Max Delbrück Center for Molecular Medicine Berlin-Buch, Berlin, Germany.
BMC Med Genet. 2012 Jan 27;13:8. doi: 10.1186/1471-2350-13-8.
Genome-wide association studies (GWAS) provide an increasing number of single nucleotide polymorphisms (SNPs) associated with diseases.
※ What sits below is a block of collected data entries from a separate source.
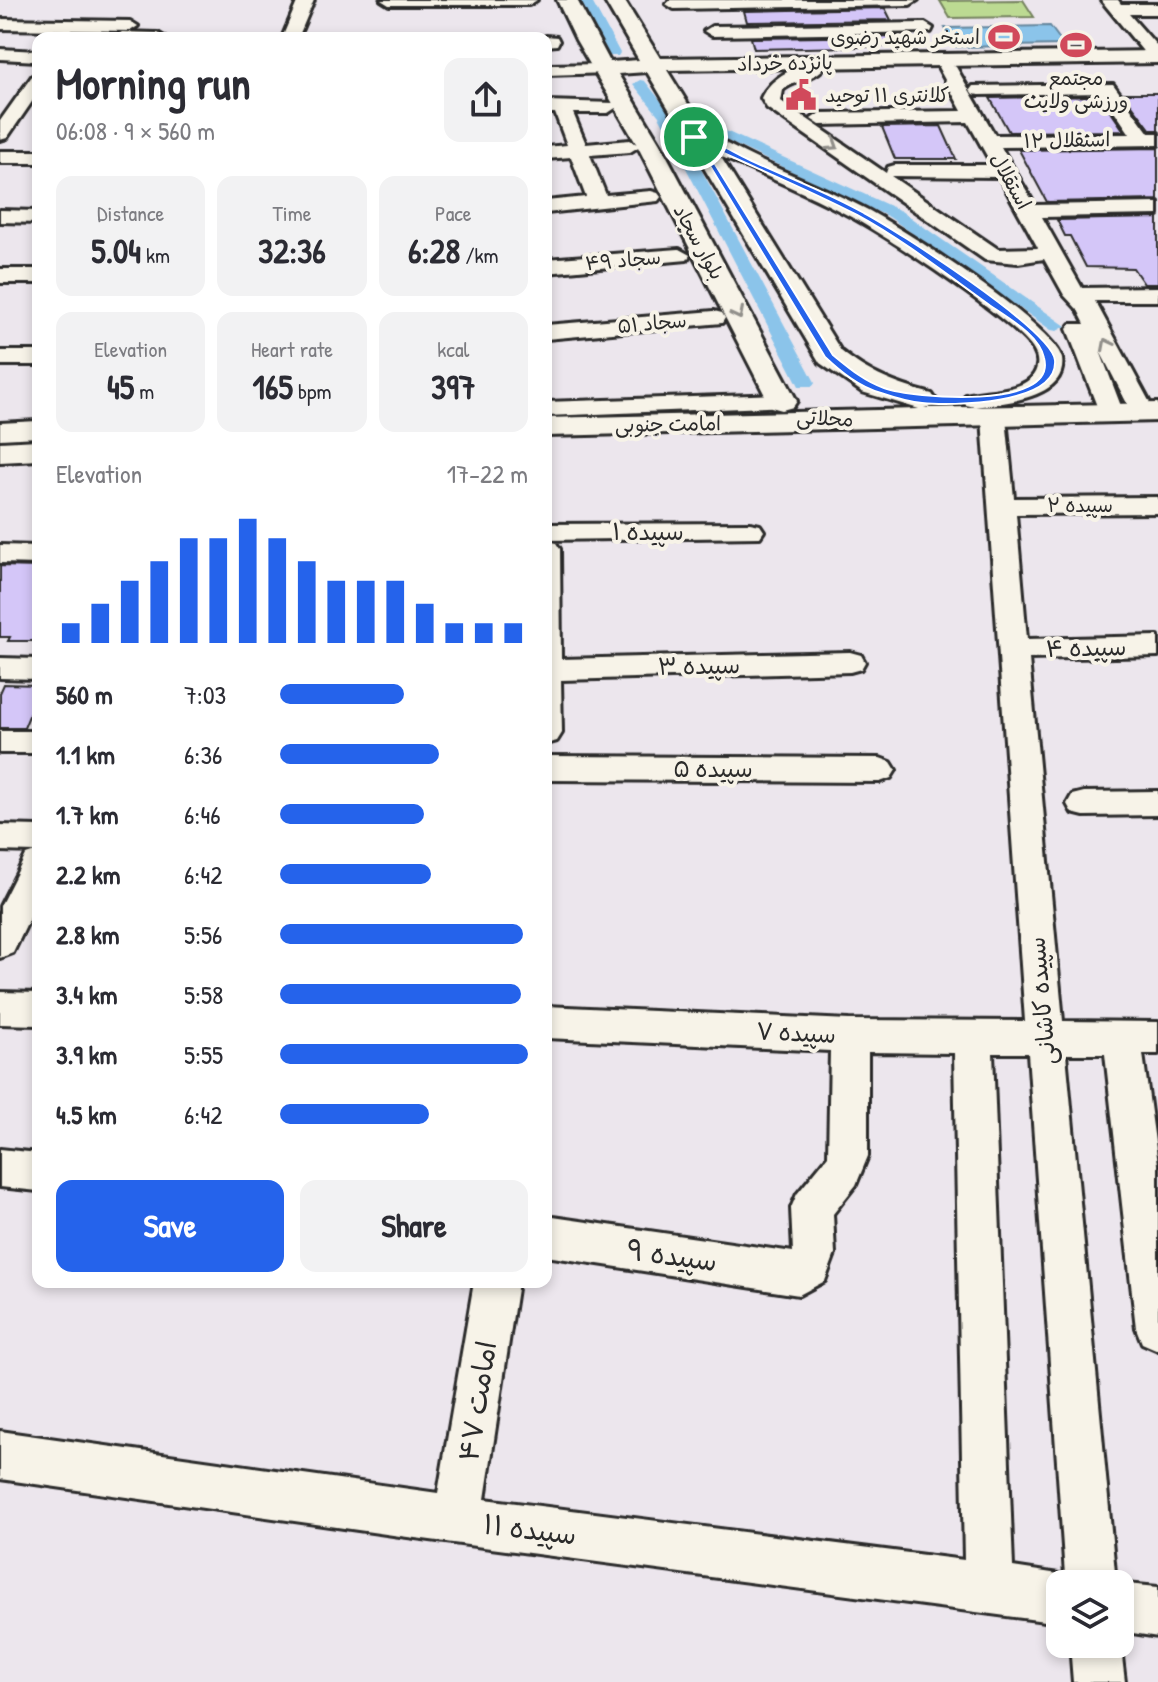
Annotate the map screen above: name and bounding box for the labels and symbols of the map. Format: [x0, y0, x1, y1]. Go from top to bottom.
sports icon: استخر شهید رضوی [987, 20, 1021, 54]
place label: استخر شهید رضوی [831, 23, 980, 50]
sports icon: مجتمع ورزشی ولایت [1059, 28, 1093, 62]
street label: پانزده خرداد [737, 48, 833, 77]
place label: مجتمع ورزشی ولایت [1024, 64, 1128, 114]
public building icon: کلانتری ۱۱ توحید [784, 78, 818, 112]
place label: کلانتری ۱۱ توحید [825, 81, 949, 108]
pin [660, 103, 728, 171]
street label: استقلال ۱۲ [1023, 125, 1111, 154]
one-way arrow [824, 136, 839, 151]
street label: استقلال [985, 147, 1038, 214]
street label: بلوار سجاد [668, 199, 731, 284]
street label: سجاد ۴۹ [584, 243, 662, 276]
street label: سجاد ۵۱ [616, 306, 688, 339]
one-way arrow [728, 306, 743, 321]
one-way arrow [1101, 337, 1117, 352]
street label: محلاتی [796, 403, 854, 432]
street label: امامت جنوبی [615, 409, 721, 439]
street label: سپیده ۲ [1047, 491, 1113, 518]
street label: سپیده ۱ [612, 515, 684, 547]
street label: سپیده ۴ [1045, 630, 1127, 664]
street label: سپیده ۳ [657, 648, 741, 682]
street label: سپیده ۵ [673, 752, 753, 784]
street label: سپیده کاشانی [1019, 936, 1063, 1067]
street label: سپیده ۷ [755, 1014, 837, 1050]
street label: سپیده ۹ [624, 1230, 720, 1280]
street label: امامت ۴۷ [449, 1338, 505, 1464]
street label: سپیده ۱۱ [481, 1504, 579, 1554]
Our aim is to exploit those closely spaced SNPs in candidate regions for a deeper analysis of association beyond single SNP analysis, combining the classical stepwise regression approach with haplotype analysis to identify risk haplotypes for complex diseases.
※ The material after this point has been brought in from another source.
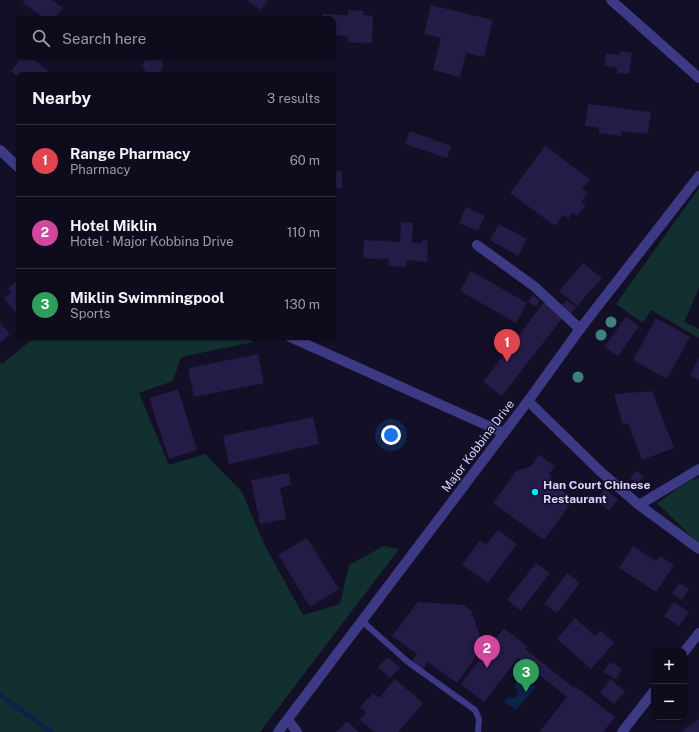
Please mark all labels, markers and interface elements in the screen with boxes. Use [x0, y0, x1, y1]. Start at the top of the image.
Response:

Our proposed multi-locus stepwise regression starts with an evaluation of all pair-wise SNP combinations and then extends each SNP combination stepwise by one SNP from the region, carrying out haplotype regression in each step. The best associated haplotype patterns are kept for the next step and must be corrected for multiple testing at the end. These haplotypes should also be replicated in an independent data set. We applied the method to a region of 259 SNPs from the epidermal differentiation complex (EDC) on chromosome 1q21 of a German GWAS using a case control set (1,914 individuals) and to 268 families with at least two affected children as replication.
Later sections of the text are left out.